MiniGPT-4 on Jetson Orin Nano 8Gb Dev kit not working

Hello, Not sure is this is the right group. I am trying to run the MiniGPT-4 from tutorial https://www.jetson-ai-lab.com/tutorial_minigpt4.html.

I have installed the docker and run the command listed in the tutorial …and it looks like it went and download all then files and them is just nothing., it just return the the command line as seen below :

ggml_init_cublas: found 1 CUDA devices:
Device 0: Orin, compute capability 8.7
llama.cpp: loading model from /data/models/huggingface/datasets–maknee–ggml-vicuna-v0-quantized/snapshots/1d8789f34eb803bf52daf895c7ecfd2559cf5ccc/ggml-vicuna-13B-v0-q5_k.bin
llama_model_load_internal: format = ggjt v3 (latest)
llama_model_load_internal: n_vocab = 32001
llama_model_load_internal: n_ctx = 2048
llama_model_load_internal: n_embd = 5120
llama_model_load_internal: n_mult = 256
llama_model_load_internal: n_head = 40
llama_model_load_internal: n_head_kv = 40
llama_model_load_internal: n_layer = 40
llama_model_load_internal: n_rot = 128
llama_model_load_internal: n_gqa = 1
llama_model_load_internal: rnorm_eps = 5.0e-06
llama_model_load_internal: n_ff = 13824
llama_model_load_internal: freq_base = 10000.0
llama_model_load_internal: freq_scale = 1
llama_model_load_internal: ftype = 17 (mostly Q5_K - Medium)
llama_model_load_internal: model size = 13B
llama_model_load_internal: ggml ctx size = 0.11 MB
llama_model_load_internal: using CUDA for GPU acceleration
llama_model_load_internal: mem required = 582.00 MB (+ 1600.00 MB per state)
llama_model_load_internal: allocating batch_size x (640 kB + n_ctx x 160 B) = 480 MB VRAM for the scratch buffer
llama_model_load_internal: offloading 40 repeating layers to GPU
llama_model_load_internal: offloading non-repeating layers to GPU
llama_model_load_internal: offloading v cache to GPU
llama_model_load_internal: offloading k cache to GPU
llama_model_load_internal: offloaded 43/43 layers to GPU
llama_model_load_internal: total VRAM used: 10959 MB
kalustian@ubuntu:~$

NOTA: I could be able to run successfully the following tutorial " Tutorial - text-generation-webui", but not the above one.

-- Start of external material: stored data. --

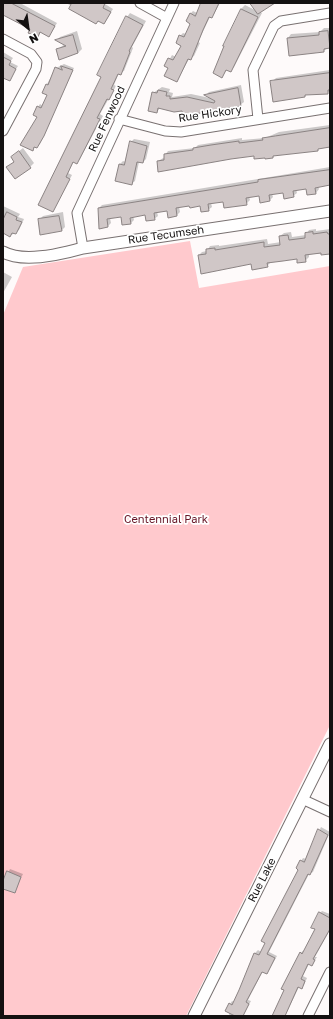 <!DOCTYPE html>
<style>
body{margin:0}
#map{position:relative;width:333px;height:1019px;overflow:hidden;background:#fefafa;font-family:"Golos Text",sans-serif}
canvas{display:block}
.frame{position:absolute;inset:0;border:4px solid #141111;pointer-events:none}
.north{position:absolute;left:8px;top:8px;width:40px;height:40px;-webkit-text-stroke:3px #fff;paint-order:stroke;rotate:151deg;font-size:11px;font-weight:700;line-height:16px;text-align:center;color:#141111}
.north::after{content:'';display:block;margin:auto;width:14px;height:18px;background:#141111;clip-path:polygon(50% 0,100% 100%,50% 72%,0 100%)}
</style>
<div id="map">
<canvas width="333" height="1019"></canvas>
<div class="frame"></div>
<div class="north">N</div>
</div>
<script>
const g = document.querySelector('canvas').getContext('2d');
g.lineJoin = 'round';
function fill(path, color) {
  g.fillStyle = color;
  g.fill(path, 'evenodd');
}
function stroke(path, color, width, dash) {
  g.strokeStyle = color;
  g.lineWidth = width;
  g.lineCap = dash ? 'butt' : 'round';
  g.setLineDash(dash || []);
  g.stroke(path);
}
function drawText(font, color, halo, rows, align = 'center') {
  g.font = font + ' "Golos Text",sans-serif';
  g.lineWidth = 3.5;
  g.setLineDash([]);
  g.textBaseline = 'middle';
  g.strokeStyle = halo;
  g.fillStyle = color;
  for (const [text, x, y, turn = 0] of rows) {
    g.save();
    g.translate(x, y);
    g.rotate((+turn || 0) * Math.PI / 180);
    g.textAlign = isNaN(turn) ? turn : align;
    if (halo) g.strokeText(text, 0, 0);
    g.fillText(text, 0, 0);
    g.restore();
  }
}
const green = new Path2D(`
 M 190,241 L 199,288 L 330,266 L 330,725 L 186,1016 L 3,1016 L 3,315 L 23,267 Z`);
const shadow = new Path2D(`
 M 3,3 L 20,3 L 57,23 L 49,36 L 41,32 L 38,36 L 32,29 L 3,14 Z
 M 66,3 L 106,3 L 105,4 L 113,9 L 104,23 Z
 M 202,3 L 220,3 L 214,14 L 210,17 L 198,42 L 200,43 L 194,56 L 189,59 L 177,81 L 169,67 L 166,66 L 172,55 L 176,57 L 182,45 L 180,36 L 183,33 L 186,34 L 192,23 L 190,14 L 193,11 L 197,13 Z
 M 251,3 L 273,3 L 259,12 L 262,13 L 234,67 L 230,71 L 227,70 L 222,76 L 241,9 L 245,5 L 257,11 Z
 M 130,13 L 146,21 L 132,47 L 133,48 L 124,71 L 119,73 L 114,85 L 116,86 L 100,114 L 103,116 L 99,123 L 80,159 L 76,163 L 74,161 L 68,173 L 72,175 L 53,211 L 102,76 L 127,17 Z
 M 324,28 L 330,28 L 330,47 L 323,51 L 288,38 L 291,34 L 320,32 Z
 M 77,31 L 82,49 L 78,53 L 59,58 L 57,50 L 65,44 L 57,40 L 60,37 Z
 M 3,52 L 13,58 L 10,62 L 18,66 L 9,80 L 3,76 Z
 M 64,64 L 74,68 L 40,144 L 32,149 L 38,116 L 38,107 L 40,104 L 43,106 L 48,95 L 47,84 L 56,68 Z
 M 330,70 L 330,90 L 328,93 L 307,94 L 305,96 L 272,82 L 276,78 Z
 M 241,85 L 244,102 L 240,105 L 183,110 L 160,108 L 157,112 L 153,93 L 162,87 L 170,89 L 169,92 L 173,93 L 172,97 L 191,94 L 210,98 L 206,95 L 209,92 Z
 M 330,125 L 330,146 L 320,147 L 317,150 L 276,154 L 273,157 L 255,155 L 158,161 L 165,157 L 165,155 L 168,151 L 195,148 L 198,145 L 242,138 L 242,140 L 265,138 L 279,132 Z
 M 134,139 L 150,142 L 146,159 L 143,162 L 139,162 L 135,181 L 131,184 L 120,164 L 123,161 L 126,162 L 131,142 Z
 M 23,148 L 34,163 L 30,167 L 8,167 L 15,161 L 12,157 Z
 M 330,167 L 330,184 L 318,186 L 319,189 L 316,193 L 307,188 L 296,189 L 297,193 L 293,196 L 284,192 L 272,194 L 273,197 L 270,200 L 260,195 L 249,197 L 250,200 L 246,204 L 223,201 L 211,203 L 212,207 L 208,210 L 201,205 L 179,207 L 180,212 L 177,215 L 169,217 L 168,210 L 157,212 L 158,216 L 154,219 L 146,214 L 133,216 L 134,220 L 131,223 L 122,216 L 110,218 L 111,223 L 108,226 L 99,208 L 102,205 Z
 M 3,206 L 20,214 L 18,217 L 24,219 L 19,230 L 10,236 L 3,232 Z
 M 63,212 L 65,227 L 61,231 L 39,220 L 43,216 Z
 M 316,229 L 316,231 L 330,229 L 330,253 L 309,254 L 309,257 L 305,261 L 298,257 L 271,262 L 267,266 L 199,255 L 202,252 L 207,251 L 210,246 L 219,245 L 219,246 L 267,239 L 268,244 L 281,242 L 280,236 L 284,233 L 291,232 L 292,237 L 306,235 L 309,230 Z
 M 3,272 L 12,277 L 3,293 Z
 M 321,827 L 330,832 L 313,872 L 309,874 L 269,952 L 277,956 L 269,970 L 267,973 L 263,971 L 248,1000 L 251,1001 L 243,1016 L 229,1016 L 230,1004 L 232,1001 L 234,1002 L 240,991 L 255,953 L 258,950 L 261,952 L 300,869 L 301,861 L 303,858 L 306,859 Z
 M 10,869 L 23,874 L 14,892 L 3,888 L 3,884 Z
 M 322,911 L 330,914 L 330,930 L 315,957 L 317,957 L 314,962 L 312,965 L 309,964 L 303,976 L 307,978 L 304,985 L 301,988 L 299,987 L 285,1016 L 270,1016 L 274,1014 L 300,953 L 303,951 L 305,951 L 316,929 L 320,913 Z`);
const building = new Path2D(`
 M 3,3 L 11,3 L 55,26 L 49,37 L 40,32 L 38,37 L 28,33 L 30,29 L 3,15 Z
 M 72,3 L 105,3 L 103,8 L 111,12 L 104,24 L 98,21 L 96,24 L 69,9 Z
 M 201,3 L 219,3 L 212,18 L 209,17 L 203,30 L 191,60 L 188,59 L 177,82 L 164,76 L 168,68 L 164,66 L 168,58 L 173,60 L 181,46 L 176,43 L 179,35 L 184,37 L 190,24 L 186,21 L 190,13 L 195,16 Z
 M 250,3 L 275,3 L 258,14 Z
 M 241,9 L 258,17 L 231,72 L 226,70 L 222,78 L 213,73 L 224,46 L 223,46 Z
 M 126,16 L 143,25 L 129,51 L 130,52 L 121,75 L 118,74 L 111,89 L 114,90 L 109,100 L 107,99 L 97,118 L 100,119 L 96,127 L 77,164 L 73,162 L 66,177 L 70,179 L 53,212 L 38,205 L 101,77 L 97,75 Z
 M 328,31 L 330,48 L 324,49 L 324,52 L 289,56 L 287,38 L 319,35 L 319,32 Z
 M 73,35 L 78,53 L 59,60 L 56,49 L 66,46 L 55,40 Z
 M 3,57 L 11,61 L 9,65 L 16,69 L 10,81 L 3,78 Z
 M 61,66 L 73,70 L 44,136 L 37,148 L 34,147 L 33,151 L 20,145 L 37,117 L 33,115 L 37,106 L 41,108 L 47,95 L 42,93 L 46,84 L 48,85 L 55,67 L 62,70 Z
 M 330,73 L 330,90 L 328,90 L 328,94 L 305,95 L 305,97 L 273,102 L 270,81 Z
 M 238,88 L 241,106 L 183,116 L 182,111 L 174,112 L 158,108 L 157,113 L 148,111 L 152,92 L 157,93 L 158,90 L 167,92 L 166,96 L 170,96 L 170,99 L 187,97 L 214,103 L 215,101 L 204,95 Z
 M 330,128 L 330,147 L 318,149 L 318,151 L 273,156 L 273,158 L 265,159 L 265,158 L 254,159 L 254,156 L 231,159 L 158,172 L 157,161 L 164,160 L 164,154 L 193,150 L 193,148 L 211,145 L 239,141 L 239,143 L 263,140 L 262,138 L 275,136 Z
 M 130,141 L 147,146 L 143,163 L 137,162 L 132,185 L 115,181 L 119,164 L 124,165 Z
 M 19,151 L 31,168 L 15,179 L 6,167 L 14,162 L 11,157 Z
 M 330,170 L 330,185 L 315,188 L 316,194 L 307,195 L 306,189 L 293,191 L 294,197 L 284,199 L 283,193 L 269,195 L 270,201 L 260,203 L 259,196 L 246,198 L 247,205 L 224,208 L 223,202 L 208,204 L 209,211 L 201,212 L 200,206 L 190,208 L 189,206 L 176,208 L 177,216 L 168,218 L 167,211 L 154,213 L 155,220 L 146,221 L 145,215 L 130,218 L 131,224 L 122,225 L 121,217 L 107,219 L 108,227 L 99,229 L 98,208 L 258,182 L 258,180 Z
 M 7,212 L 17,217 L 16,220 L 22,222 L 16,234 L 12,233 L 10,237 L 3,233 L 3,220 Z
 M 59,216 L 62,231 L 40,235 L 38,219 Z
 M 313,232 L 313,234 L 327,232 L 328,234 L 330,234 L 330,254 L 321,255 L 321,253 L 305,255 L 306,262 L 297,263 L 297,259 L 283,261 L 267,263 L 268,267 L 252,270 L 251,264 L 201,274 L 198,255 L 206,254 L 206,249 L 215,248 L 215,250 L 264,242 L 264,247 L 280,245 L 279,236 L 288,235 L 289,240 L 305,238 L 305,233 Z
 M 318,829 L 328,835 L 310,875 L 308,874 L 267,954 L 275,958 L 267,974 L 262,972 L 246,1002 L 249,1004 L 243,1016 L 235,1016 L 225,1011 L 229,1003 L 232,1005 L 239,990 L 254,953 L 259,955 L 265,943 L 261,941 L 298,870 L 296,868 L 300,860 L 304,862 Z
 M 7,871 L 21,877 L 15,893 L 3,889 L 3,881 Z
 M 319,912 L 330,918 L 330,929 L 313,959 L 315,960 L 312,966 L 308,964 L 301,979 L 305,981 L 302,989 L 298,987 L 285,1016 L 272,1016 L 284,990 L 281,989 L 300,952 L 302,954 L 315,929 L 311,928 Z`);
const minor = new Path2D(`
 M 140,3 L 167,18
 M 3,39 L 31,54 L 37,62 L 36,69 L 3,131
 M 119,119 L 165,131 L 181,132 L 330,108
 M 258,119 L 253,70 L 274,26 L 281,21 L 330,13
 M 83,248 L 77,213 L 174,3
 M 302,799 L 330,812
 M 308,1016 L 330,972`);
const tertiary = new Path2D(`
 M 3,252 C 23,263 62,254 83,248 L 330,211
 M 194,1016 L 330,744`);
const streetNames = [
 ["Rue Hickory",210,114,-8],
 ["Rue Fenwood",107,119,-65],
 ["Rue Tecumseh",166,235,-8],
 ["Rue Lake",262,880,-63]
];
const parkNames = [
 ["Centennial Park",166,520]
];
fill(green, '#ffc9cd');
fill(shadow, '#0003');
fill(building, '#d0c7c7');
stroke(building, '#8b8383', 1);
stroke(minor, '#797171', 11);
stroke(tertiary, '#797171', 13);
stroke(minor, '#fff', 9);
stroke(tertiary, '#fff', 11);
drawText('11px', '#141111', '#fff', streetNames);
drawText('11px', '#671526', '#fff', parkNames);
</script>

Any idea on what the issue might be?

Thanks

Hi @kalustian, it would have run out of memory on Orin Nano 8GB - apparently there were updates to the model or llama.cpp causing it, I will update the docs to reflect that, sorry about that. On Orin Nano, I would use the VILA-2.7b or VILA1.5-3b multimodal models:

I am trying to use and learn into the Jetson, sorry for the question…what would be the terminal commands I should use to download and run VILA-2.7b or VILA1.5-3b ?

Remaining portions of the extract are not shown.